FCD associated with other principal brain lesions, that is, hippocampal sclerosis (FCD ILAE type IIIa), is specifically defined by the ILAE classification system and should refer to an architectural abnormality of supragranular layers 2 and 3, previously described as temporal lobe sclerosis in 10% of TLE patients with HS (Thom et al., 2009). Thom et al. also raised the discussion about this peculiar neuronal cell loss patterns representing an associated degenerative rather than independent dysplastic nature. This controversy remains to be clarified, as Tassi et al. (2010) did not observe any clinically significant differences when comparing TLE-HS patients with FCD or without FCD.
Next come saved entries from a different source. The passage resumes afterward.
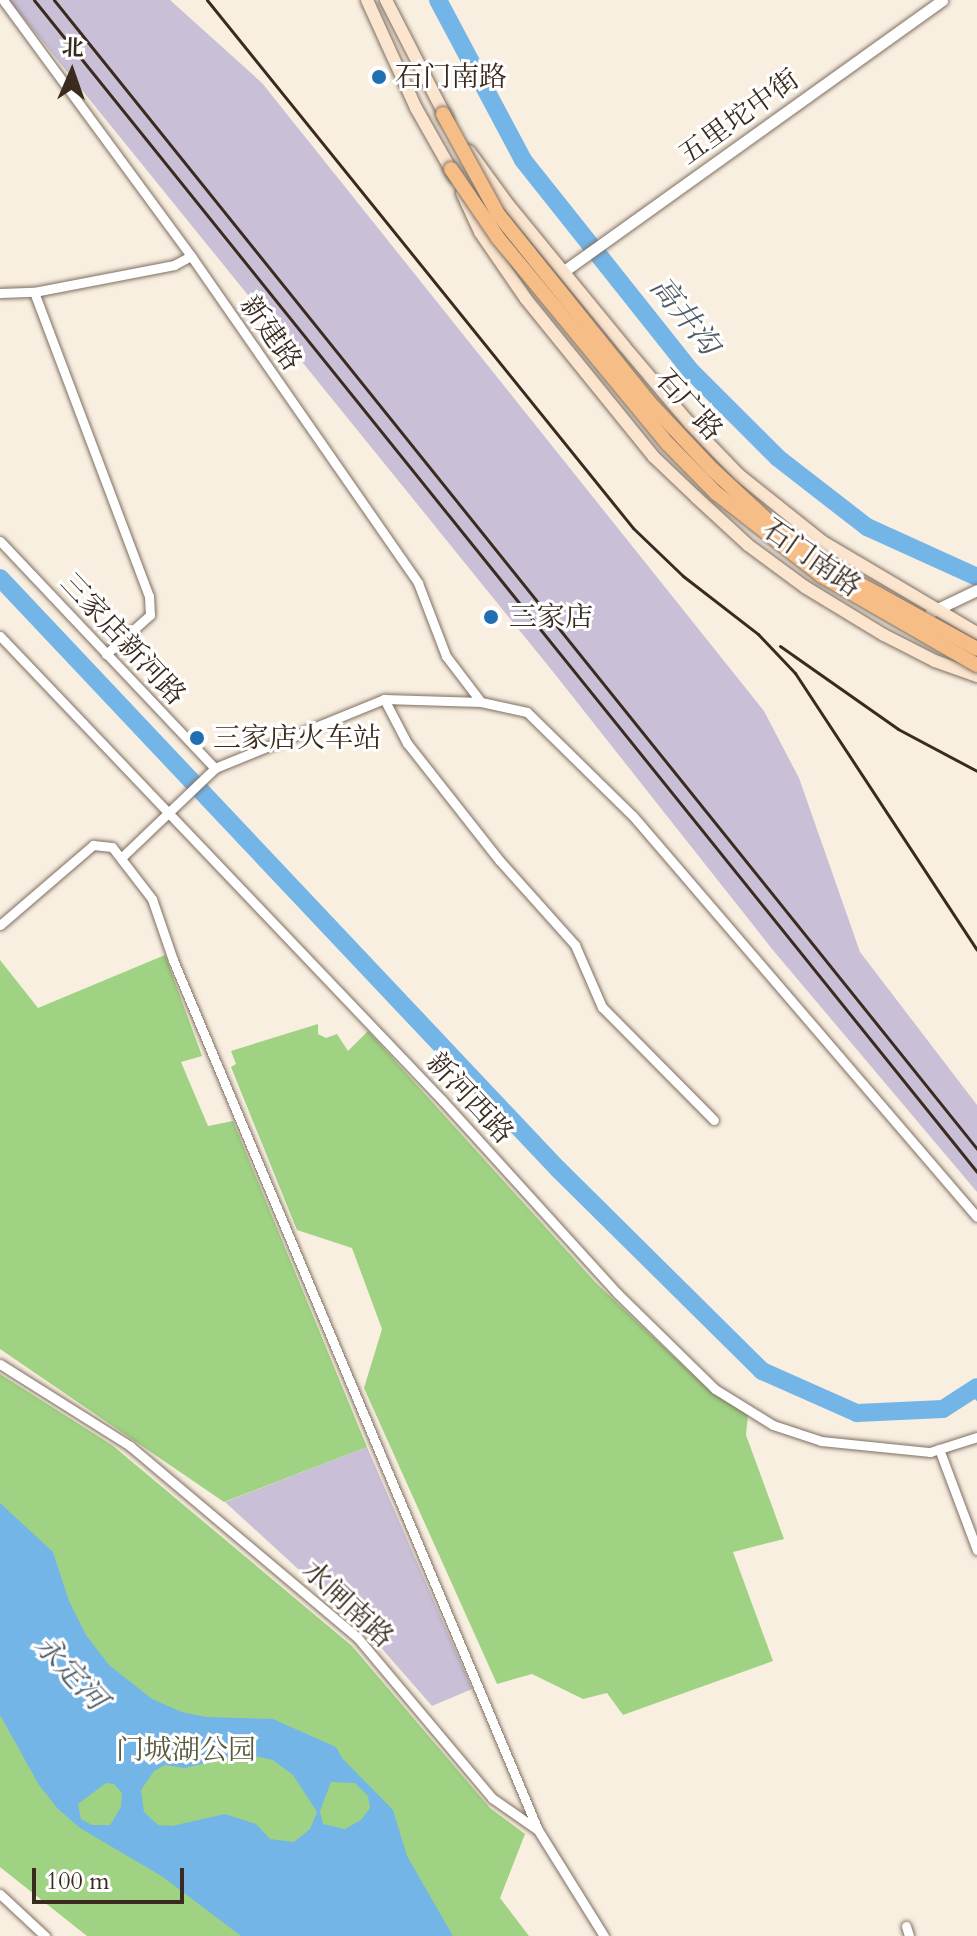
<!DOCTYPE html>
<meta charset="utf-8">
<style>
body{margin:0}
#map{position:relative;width:977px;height:1936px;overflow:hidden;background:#f9efe0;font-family:Cardo,"Noto Serif SC",serif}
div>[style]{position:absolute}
.industrial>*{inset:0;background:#c9bfd7}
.green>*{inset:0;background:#9fd282}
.water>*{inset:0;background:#74b5e8}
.stream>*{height:3px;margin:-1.5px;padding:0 1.5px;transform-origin:1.5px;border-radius:1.5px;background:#74b5e8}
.river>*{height:18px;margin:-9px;padding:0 9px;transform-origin:9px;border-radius:9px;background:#74b5e8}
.roads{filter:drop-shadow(0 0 2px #7e6f62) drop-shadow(0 0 2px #7e6f62)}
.minor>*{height:9px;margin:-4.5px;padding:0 4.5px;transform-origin:4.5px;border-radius:4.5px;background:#fff}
.tertiary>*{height:11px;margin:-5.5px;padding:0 5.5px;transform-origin:5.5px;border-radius:5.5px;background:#fff}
.secondary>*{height:12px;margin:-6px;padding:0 6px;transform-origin:6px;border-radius:6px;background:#fbe5cf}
.rail>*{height:3px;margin:-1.5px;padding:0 1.5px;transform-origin:1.5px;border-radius:1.5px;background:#3b2a1e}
.bridges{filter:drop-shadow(0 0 2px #7e6f62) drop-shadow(0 0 2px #7e6f62)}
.primary-bridge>*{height:14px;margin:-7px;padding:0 7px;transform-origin:7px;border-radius:7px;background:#f6be86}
.dots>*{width:22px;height:22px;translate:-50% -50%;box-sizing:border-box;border:4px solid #fff;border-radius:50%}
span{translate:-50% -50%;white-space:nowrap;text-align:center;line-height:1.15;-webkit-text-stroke:6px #fff;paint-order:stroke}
.poi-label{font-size:28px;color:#3b2a1e}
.left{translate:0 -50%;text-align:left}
.street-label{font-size:28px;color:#3b2a1e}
.park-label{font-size:28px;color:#595c3c}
.water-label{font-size:30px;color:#4f5b65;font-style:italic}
.north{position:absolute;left:32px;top:32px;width:80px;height:80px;-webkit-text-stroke:6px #fff;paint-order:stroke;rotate:2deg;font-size:22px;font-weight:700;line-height:32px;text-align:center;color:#3b2a1e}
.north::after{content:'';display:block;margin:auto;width:28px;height:36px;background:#3b2a1e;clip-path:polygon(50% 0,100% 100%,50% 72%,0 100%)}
.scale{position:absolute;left:32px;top:1868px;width:152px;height:36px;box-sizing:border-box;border:4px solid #3b2a1e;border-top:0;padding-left:10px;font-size:24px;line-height:28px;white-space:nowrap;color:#3b2a1e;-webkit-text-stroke:6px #fff;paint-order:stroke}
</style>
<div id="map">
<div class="industrial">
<i style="clip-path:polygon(9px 0,170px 0,262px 83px,764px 711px,799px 778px,860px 952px,977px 1105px,977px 1192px,772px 949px,554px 673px)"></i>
<i style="clip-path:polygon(367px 1447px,472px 1689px,432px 1706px,370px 1635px,225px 1502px)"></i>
</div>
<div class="green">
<i style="clip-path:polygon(165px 955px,202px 1056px,181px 1062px,208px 1126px,233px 1121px,367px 1447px,224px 1502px,0 1349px,0 960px,38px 1008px)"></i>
<i style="clip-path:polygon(318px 1024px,318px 1034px,326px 1038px,337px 1034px,348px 1051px,368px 1031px,596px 1283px,712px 1393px,748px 1415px,746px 1435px,784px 1539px,733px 1552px,773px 1661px,623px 1715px,607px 1693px,583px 1699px,532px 1674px,497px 1684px,364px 1388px,382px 1329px,352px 1248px,297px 1230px,231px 1067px,236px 1064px,231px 1051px)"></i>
<i style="clip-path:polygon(0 1374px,112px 1445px,352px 1646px,490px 1808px,525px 1834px,500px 1898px,529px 1936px,87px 1936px,0 1867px)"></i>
</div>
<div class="water">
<i style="clip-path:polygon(evenodd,0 1503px,53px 1552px,69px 1601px,86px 1635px,109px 1665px,152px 1699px,182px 1712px,206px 1717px,273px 1719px,336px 1747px,342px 1758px,393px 1810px,407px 1856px,453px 1936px,241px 1936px,163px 1877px,80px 1828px,58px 1809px,39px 1785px,0 1715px,0 1503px,255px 1756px,273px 1760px,293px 1775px,317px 1812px,310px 1829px,294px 1842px,270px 1839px,256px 1824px,225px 1814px,172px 1826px,158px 1825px,144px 1812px,141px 1790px,154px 1771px,165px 1765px,185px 1768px,223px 1759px,255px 1756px,0 1503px,331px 1782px,355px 1783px,368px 1796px,370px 1808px,361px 1820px,345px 1829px,323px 1824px,320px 1811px,331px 1782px,0 1503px,106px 1783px,114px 1784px,122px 1793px,121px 1807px,110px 1825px,92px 1825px,81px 1819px,78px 1804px,106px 1783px)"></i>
</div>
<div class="stream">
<i style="left:970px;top:1392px;width:10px;rotate:45deg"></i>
</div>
<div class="river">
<i style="left:438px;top:0;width:181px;rotate:62deg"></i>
<i style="left:523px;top:160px;width:270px;rotate:51.5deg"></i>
<i style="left:691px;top:371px;width:123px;rotate:45deg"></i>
<i style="left:778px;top:458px;width:113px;rotate:37.8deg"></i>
<i style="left:867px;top:527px;width:121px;rotate:24.4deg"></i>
<i style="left:0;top:578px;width:813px;rotate:46.65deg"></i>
<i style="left:558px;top:1169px;width:287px;rotate:44.7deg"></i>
<i style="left:762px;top:1371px;width:104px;rotate:23.9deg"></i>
<i style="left:857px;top:1413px;width:86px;rotate:-2.7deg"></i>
<i style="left:943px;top:1409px;width:40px;rotate:-32.9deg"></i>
</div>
<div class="roads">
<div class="minor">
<i style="left:3px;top:0;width:318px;rotate:53.7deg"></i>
<i style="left:191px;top:256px;width:398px;rotate:55.2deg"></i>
<i style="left:418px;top:583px;width:78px;rotate:69deg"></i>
<i style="left:446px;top:656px;width:58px;rotate:52.7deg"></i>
<i style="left:34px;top:292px;width:325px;rotate:69.3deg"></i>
<i style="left:149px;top:596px;width:19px;rotate:87deg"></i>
<i style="left:150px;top:615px;width:59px;rotate:138.4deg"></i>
<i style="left:0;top:293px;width:34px;rotate:-2deg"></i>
<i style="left:34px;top:292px;width:143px;rotate:-10.9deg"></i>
<i style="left:174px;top:265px;width:19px;rotate:-28deg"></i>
<i style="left:0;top:541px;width:313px;rotate:46.6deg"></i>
<i style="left:0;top:636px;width:642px;rotate:46.39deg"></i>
<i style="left:443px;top:1101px;width:259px;rotate:47.8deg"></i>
<i style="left:617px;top:1293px;width:137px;rotate:44.4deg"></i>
<i style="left:715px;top:1389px;width:68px;rotate:31.8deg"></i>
<i style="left:773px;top:1425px;width:51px;rotate:18.4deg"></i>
<i style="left:821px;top:1441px;width:110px;rotate:5.8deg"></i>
<i style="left:930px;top:1452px;width:49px;rotate:-17.7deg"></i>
<i style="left:384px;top:699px;width:50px;rotate:62.4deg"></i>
<i style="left:407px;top:743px;width:150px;rotate:51.8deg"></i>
<i style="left:500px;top:861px;width:113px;rotate:48.2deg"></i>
<i style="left:575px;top:945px;width:68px;rotate:66.5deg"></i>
<i style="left:602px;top:1007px;width:159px;rotate:45.3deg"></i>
<i style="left:215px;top:768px;width:183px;rotate:-22.2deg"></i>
<i style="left:384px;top:699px;width:97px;rotate:1.8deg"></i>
<i style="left:481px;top:702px;width:47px;rotate:12.3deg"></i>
<i style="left:527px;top:712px;width:148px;rotate:44.5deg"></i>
<i style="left:633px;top:816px;width:528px;rotate:49.38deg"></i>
<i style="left:122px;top:857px;width:129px;rotate:-43.7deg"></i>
<i style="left:0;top:925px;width:123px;rotate:-40.7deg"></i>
<i style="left:93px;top:845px;width:19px;rotate:6deg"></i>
<i style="left:112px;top:847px;width:66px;rotate:52.4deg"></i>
<i style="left:152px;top:899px;width:65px;rotate:71deg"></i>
<i style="left:173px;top:960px;width:943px;rotate:67.24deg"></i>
<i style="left:0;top:1364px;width:154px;rotate:32.2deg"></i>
<i style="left:130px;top:1446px;width:297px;rotate:40.1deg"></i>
<i style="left:357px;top:1637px;width:210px;rotate:50deg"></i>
<i style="left:492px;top:1798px;width:56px;rotate:34.8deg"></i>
<i style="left:538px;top:1830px;width:125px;rotate:58.1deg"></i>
<i style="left:939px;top:1449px;width:108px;rotate:69.4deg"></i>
<i style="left:0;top:1894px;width:62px;rotate:43deg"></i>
<i style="left:906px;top:1926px;width:10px;rotate:73deg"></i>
</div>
<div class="tertiary">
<i style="left:564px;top:271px;width:465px;rotate:-35.6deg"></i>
<i style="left:931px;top:612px;width:51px;rotate:-25.6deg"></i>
</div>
<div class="secondary">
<i style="left:367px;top:0;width:119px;rotate:65.6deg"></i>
<i style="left:416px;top:108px;width:79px;rotate:60.5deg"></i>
<i style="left:386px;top:0;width:134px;rotate:62.9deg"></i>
<i style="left:469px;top:151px;width:64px;rotate:53.8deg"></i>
<i style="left:507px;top:203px;width:185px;rotate:50.7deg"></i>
<i style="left:624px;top:346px;width:101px;rotate:49.8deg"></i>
<i style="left:689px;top:423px;width:72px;rotate:46.1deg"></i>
<i style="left:739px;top:475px;width:107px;rotate:38.6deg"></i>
<i style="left:823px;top:542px;width:179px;rotate:30.6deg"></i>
<i style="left:462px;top:193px;width:43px;rotate:65.2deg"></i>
<i style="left:480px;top:232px;width:81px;rotate:55.5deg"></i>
<i style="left:526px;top:299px;width:203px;rotate:51deg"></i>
<i style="left:654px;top:457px;width:58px;rotate:43.6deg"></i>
<i style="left:696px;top:497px;width:71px;rotate:42.7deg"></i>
<i style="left:748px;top:545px;width:71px;rotate:36.4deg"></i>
<i style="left:805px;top:587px;width:92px;rotate:31.3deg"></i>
<i style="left:884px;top:635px;width:57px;rotate:27deg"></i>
<i style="left:935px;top:661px;width:45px;rotate:19.7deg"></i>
</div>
</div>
<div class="rail">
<i style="left:34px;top:0;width:1504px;rotate:51.18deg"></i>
<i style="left:54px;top:0;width:1474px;rotate:51.22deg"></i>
<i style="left:207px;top:0;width:678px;rotate:51.1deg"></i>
<i style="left:633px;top:528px;width:69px;rotate:43.8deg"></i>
<i style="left:683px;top:576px;width:95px;rotate:37.7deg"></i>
<i style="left:758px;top:634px;width:54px;rotate:46.5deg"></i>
<i style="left:795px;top:673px;width:331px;rotate:56.7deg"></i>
<i style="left:780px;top:646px;width:144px;rotate:35.1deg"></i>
<i style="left:898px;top:729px;width:89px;rotate:28deg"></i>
</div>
<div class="bridges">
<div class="primary-bridge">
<i style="left:443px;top:114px;width:114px;rotate:61.2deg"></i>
<i style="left:498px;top:214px;width:241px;rotate:51.2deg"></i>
<i style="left:649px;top:402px;width:92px;rotate:46.8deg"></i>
<i style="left:712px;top:469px;width:90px;rotate:42.7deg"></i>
<i style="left:778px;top:530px;width:86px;rotate:34.1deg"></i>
<i style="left:849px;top:578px;width:146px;rotate:29deg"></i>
<i style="left:451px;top:169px;width:83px;rotate:55.7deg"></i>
<i style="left:498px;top:238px;width:267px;rotate:50.5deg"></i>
<i style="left:668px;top:444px;width:69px;rotate:45.6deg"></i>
<i style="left:716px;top:493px;width:135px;rotate:38.1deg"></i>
<i style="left:822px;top:576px;width:179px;rotate:29.9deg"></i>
</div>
</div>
<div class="dots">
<i style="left:379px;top:77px;background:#1f6fb2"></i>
<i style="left:491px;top:617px;background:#1f6fb2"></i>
<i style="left:197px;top:738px;background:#1f6fb2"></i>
</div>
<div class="poi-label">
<span class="left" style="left:395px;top:77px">石门南路</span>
<span class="left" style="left:509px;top:617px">三家店</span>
<span class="left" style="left:213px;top:738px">三家店火车站</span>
</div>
<div class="street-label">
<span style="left:739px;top:117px;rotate:-36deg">五里坨中街</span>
<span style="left:271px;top:333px;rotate:55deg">新建路</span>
<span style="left:689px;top:405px;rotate:48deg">石广路</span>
<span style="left:812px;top:558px;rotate:35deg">石门南路</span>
<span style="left:123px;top:639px;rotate:47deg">三家店新河路</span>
<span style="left:470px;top:1098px;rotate:47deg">新河西路</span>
<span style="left:348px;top:1604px;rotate:43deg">水闸南路</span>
</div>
<div class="park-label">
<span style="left:186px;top:1750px">门城湖公园</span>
</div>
<div class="water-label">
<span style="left:684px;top:316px;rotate:51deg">高井沟</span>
<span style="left:70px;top:1673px;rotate:47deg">永定河</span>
</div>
<div class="north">北</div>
<div class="scale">100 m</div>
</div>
In conclusion, faint cellular abnormalities such as hypertrophic neurons in the cortical ribbon should be weighed with great caution and not regarded as unique or unmistaken criteria for FCD type I or III. Proper evaluation requires microscopic review of surgical specimens when used for scientific analysis of FCD or TLE patient cohorts. In silico transformation of Palmini's FCD subtypes into the ILAE classification scheme is not justified, with the exception of FCD type IIa or IIb, as the ILAE classification defines and requires more refined histopathologic criteria. Therefore, Fauser's data probably tells us that a patient series with humble histopathologic emphasis and expertise will not be helpful to better characterize the broad clinicopathologic spectrum of FCD.